> [PROBLEM REQUIREMENTS] The reply should repeat all of the data word for word, with no pictures.

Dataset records

Content starts

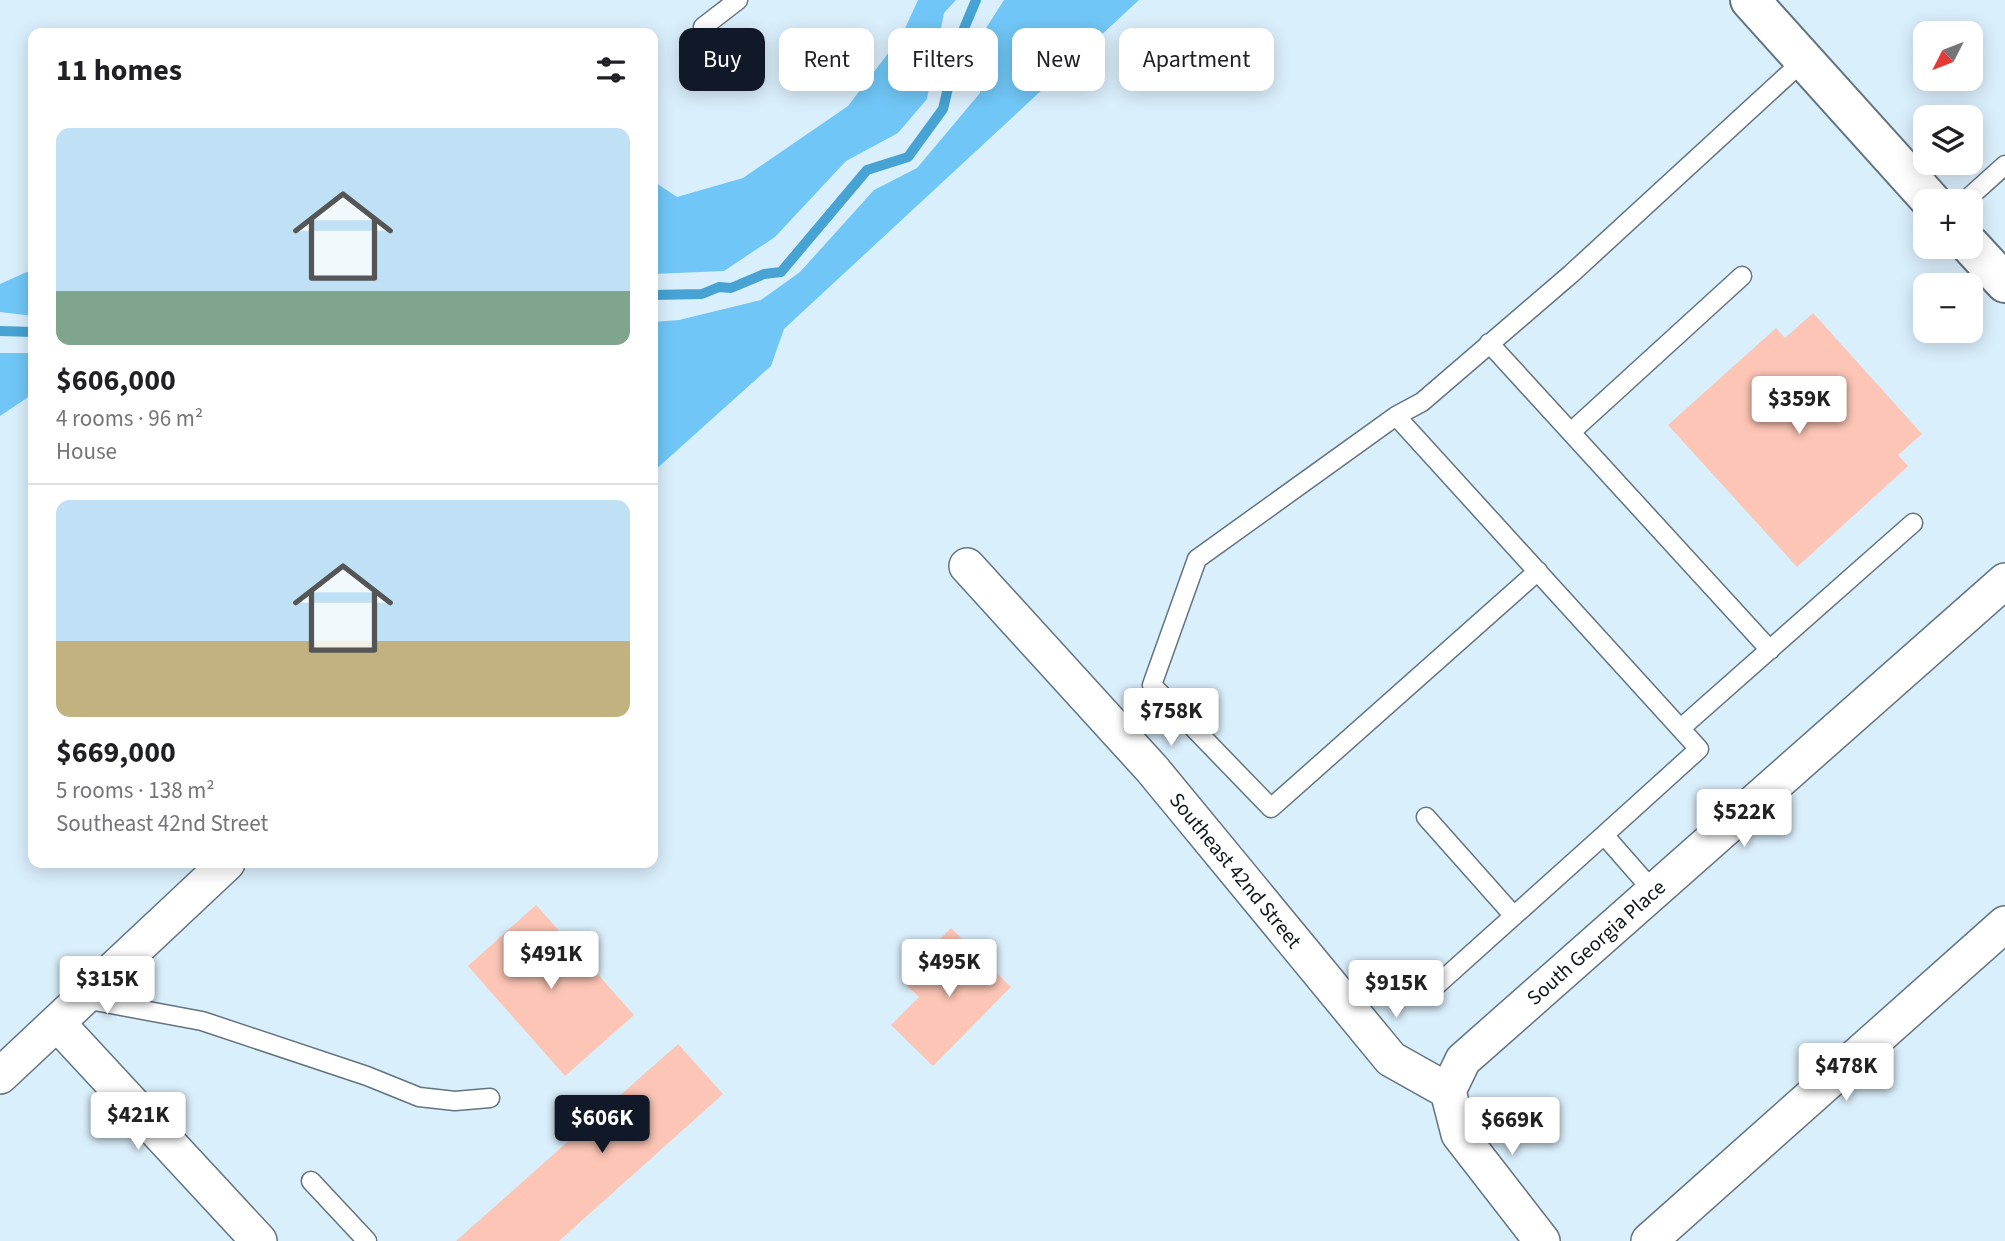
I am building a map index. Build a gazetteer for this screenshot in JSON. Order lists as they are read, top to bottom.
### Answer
{
  "streets": {
    "street": ["Southeast 42nd Street", "South Georgia Place"]
  },
  "crossings": [
    ["Southeast 42nd Street", "South Georgia Place"]
  ],
  "north": "bottom left",
  "page": {
    "map_buttons": ["+", "−"],
    "chip": [
      "Buy",
      "Rent",
      "Filters",
      "New",
      "Apartment"
    ],
    "heading": "11 homes",
    "list": [
      {
        "name": "$606,000",
        "note": "4 rooms · 96 m² · House"
      },
      {
        "name": "$669,000",
        "note": "5 rooms · 138 m² · Southeast 42nd Street"
      }
    ],
    "price": [
      "$359K",
      "$758K",
      "$522K",
      "$491K",
      "$495K",
      "$315K",
      "$915K",
      "$478K",
      "$421K",
      "$606K",
      "$669K"
    ]
  }
}
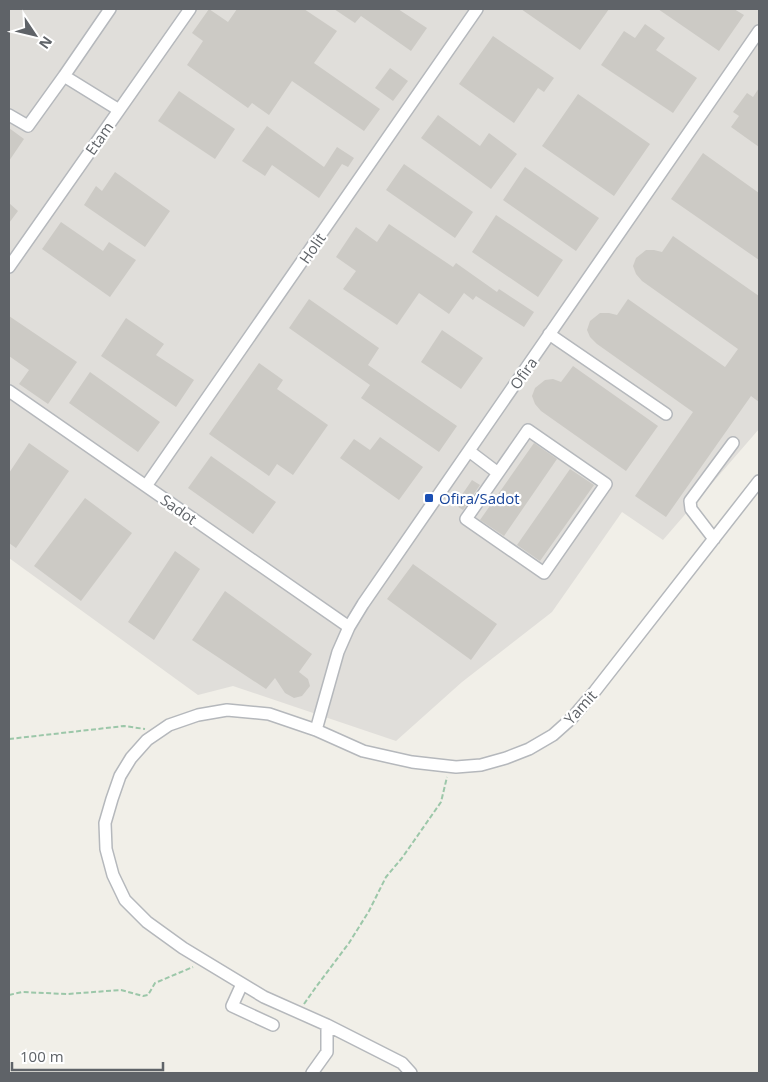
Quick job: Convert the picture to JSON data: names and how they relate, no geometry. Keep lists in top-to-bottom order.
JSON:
{
  "streets": {
    "street": [
      "Etam",
      "Holit",
      "Ofira",
      "Sadot",
      "Yamit"
    ]
  },
  "crossings": [
    ["Holit", "Sadot"],
    ["Ofira", "Sadot"],
    ["Ofira", "Yamit"]
  ],
  "places": {
    "transit": ["Ofira/Sadot"]
  },
  "scale_bar": "100 m",
  "north": "bottom right"
}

Content ends

> [FINISHED EXERCISE]
I am building a map index. Build a gazetteer for this screenshot in JSON. Order lists as they are read, top to bottom.
### Answer
{
  "streets": {
    "street": ["Southeast 42nd Street", "South Georgia Place"]
  },
  "crossings": [
    ["Southeast 42nd Street", "South Georgia Place"]
  ],
  "north": "bottom left",
  "page": {
    "map_buttons": ["+", "−"],
    "chip": [
      "Buy",
      "Rent",
      "Filters",
      "New",
      "Apartment"
    ],
    "heading": "11 homes",
    "list": [
      {
        "name": "$606,000",
        "note": "4 rooms · 96 m² · House"
      },
      {
        "name": "$669,000",
        "note": "5 rooms · 138 m² · Southeast 42nd Street"
      }
    ],
    "price": [
      "$359K",
      "$758K",
      "$522K",
      "$491K",
      "$495K",
      "$315K",
      "$915K",
      "$478K",
      "$421K",
      "$606K",
      "$669K"
    ]
  }
}
Quick job: Convert the picture to JSON data: names and how they relate, no geometry. Keep lists in top-to-bottom order.
JSON:
{
  "streets": {
    "street": [
      "Etam",
      "Holit",
      "Ofira",
      "Sadot",
      "Yamit"
    ]
  },
  "crossings": [
    ["Holit", "Sadot"],
    ["Ofira", "Sadot"],
    ["Ofira", "Yamit"]
  ],
  "places": {
    "transit": ["Ofira/Sadot"]
  },
  "scale_bar": "100 m",
  "north": "bottom right"
}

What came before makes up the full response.